* WORK TO COMPLETE
Scan the material for the string "limit" and copy out every line in which it occurs.

* DATA FOR THIS EXERCISE
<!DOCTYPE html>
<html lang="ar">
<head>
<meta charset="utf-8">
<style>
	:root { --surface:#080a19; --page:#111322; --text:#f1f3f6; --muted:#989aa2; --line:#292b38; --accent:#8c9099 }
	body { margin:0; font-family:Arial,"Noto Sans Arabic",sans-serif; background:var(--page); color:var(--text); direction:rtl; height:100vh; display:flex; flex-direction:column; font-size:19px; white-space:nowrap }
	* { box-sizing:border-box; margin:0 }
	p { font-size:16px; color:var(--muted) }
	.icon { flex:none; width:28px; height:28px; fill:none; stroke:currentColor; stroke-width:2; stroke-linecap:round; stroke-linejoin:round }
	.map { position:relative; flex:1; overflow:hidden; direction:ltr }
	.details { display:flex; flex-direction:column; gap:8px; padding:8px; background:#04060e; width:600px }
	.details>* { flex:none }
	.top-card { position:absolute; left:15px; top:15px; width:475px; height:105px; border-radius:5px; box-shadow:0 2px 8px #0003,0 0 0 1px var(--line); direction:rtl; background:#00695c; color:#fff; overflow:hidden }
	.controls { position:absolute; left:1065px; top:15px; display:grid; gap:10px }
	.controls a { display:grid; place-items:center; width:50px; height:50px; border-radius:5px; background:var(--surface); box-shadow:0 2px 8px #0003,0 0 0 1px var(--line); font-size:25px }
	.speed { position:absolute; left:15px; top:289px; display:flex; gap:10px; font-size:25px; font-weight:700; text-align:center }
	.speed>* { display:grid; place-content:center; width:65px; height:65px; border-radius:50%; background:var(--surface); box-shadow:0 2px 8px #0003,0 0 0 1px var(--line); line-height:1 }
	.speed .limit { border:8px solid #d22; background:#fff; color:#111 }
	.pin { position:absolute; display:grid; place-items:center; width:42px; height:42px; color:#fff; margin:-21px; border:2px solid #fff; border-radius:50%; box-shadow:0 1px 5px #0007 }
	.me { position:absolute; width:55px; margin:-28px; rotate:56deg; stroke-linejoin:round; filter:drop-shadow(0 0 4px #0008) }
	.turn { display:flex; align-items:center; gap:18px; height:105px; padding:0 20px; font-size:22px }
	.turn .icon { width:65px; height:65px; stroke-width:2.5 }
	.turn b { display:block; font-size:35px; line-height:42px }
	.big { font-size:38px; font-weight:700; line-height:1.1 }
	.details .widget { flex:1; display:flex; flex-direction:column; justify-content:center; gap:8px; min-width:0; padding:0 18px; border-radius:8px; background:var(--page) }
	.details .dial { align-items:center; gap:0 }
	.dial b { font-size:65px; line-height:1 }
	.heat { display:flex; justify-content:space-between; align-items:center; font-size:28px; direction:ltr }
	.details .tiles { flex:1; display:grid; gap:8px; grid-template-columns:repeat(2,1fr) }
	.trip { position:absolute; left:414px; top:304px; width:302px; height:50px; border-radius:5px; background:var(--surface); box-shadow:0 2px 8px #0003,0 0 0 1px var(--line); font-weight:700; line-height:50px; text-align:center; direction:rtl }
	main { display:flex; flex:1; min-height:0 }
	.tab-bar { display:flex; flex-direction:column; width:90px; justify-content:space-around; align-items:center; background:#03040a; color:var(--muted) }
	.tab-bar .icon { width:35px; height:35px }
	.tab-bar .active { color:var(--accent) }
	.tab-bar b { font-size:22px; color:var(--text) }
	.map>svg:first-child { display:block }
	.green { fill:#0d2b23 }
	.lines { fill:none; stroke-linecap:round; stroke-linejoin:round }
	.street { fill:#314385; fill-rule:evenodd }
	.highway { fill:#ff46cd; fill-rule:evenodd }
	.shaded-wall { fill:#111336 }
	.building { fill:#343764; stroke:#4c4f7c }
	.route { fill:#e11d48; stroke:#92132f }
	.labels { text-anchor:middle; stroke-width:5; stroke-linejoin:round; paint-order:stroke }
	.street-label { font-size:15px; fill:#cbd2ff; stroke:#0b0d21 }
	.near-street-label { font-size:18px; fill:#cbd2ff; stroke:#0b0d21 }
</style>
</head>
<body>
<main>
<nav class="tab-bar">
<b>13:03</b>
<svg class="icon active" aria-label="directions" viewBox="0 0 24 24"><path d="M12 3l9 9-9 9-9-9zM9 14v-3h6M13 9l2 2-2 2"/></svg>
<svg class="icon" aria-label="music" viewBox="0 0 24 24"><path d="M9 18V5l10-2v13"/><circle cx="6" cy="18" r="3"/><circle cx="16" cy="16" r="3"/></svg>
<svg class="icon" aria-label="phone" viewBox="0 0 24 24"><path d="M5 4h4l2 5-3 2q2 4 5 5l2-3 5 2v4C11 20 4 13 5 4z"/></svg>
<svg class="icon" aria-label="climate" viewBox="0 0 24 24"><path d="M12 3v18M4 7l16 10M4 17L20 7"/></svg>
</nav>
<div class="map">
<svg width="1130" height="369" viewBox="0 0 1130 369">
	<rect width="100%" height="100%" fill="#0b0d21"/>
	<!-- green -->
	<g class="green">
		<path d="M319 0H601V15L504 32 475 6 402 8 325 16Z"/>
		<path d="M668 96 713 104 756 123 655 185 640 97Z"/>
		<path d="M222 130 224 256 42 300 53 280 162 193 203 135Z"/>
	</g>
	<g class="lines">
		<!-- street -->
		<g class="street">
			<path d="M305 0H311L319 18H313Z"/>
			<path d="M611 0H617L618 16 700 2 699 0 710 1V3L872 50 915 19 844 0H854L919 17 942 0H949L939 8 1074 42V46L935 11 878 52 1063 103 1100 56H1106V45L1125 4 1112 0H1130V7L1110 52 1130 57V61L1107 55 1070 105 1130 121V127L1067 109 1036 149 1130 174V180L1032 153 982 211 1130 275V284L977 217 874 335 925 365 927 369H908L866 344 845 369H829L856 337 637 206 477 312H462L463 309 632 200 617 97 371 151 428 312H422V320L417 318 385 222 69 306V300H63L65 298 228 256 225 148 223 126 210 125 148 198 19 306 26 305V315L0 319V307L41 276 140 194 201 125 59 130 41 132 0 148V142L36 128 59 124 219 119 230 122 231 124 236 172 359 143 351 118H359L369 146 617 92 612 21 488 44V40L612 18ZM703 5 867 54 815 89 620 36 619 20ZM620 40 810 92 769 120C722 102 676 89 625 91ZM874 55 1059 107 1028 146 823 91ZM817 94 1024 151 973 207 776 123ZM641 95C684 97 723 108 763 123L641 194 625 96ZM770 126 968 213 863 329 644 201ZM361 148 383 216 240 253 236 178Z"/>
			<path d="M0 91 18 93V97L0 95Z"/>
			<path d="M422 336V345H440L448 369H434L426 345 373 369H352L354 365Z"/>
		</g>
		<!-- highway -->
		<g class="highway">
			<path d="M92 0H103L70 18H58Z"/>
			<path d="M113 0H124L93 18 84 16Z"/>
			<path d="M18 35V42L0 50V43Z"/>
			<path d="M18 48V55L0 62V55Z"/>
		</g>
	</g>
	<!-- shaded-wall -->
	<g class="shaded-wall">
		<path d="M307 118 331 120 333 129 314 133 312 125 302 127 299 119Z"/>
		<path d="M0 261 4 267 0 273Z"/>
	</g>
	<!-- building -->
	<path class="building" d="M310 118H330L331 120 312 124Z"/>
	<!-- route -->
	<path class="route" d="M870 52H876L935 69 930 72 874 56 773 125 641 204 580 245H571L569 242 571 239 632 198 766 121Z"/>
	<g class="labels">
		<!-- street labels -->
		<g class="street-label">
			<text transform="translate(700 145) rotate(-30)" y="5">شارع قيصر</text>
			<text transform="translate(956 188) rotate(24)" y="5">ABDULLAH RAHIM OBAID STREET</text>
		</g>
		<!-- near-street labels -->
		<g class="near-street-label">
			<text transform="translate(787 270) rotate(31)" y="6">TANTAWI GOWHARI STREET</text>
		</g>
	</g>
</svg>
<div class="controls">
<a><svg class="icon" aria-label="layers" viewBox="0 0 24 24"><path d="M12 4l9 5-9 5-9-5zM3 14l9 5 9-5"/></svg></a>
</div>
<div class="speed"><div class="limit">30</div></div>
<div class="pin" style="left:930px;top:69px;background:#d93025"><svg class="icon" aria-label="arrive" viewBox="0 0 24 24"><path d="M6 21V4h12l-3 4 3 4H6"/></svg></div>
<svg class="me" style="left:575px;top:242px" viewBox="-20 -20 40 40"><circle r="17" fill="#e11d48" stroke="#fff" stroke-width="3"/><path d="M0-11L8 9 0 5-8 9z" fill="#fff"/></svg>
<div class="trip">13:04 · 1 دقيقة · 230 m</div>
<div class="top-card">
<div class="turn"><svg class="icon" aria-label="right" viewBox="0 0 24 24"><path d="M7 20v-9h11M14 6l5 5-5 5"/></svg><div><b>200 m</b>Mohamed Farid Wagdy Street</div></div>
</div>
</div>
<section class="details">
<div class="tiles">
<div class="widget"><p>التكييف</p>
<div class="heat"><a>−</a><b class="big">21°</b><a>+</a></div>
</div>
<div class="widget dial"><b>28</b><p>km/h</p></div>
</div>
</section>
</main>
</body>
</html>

* OUTPUT FOR THIS EXERCISE
	.speed .limit { border:8px solid #d22; background:#fff; color:#111 }
<div class="speed"><div class="limit">30</div></div>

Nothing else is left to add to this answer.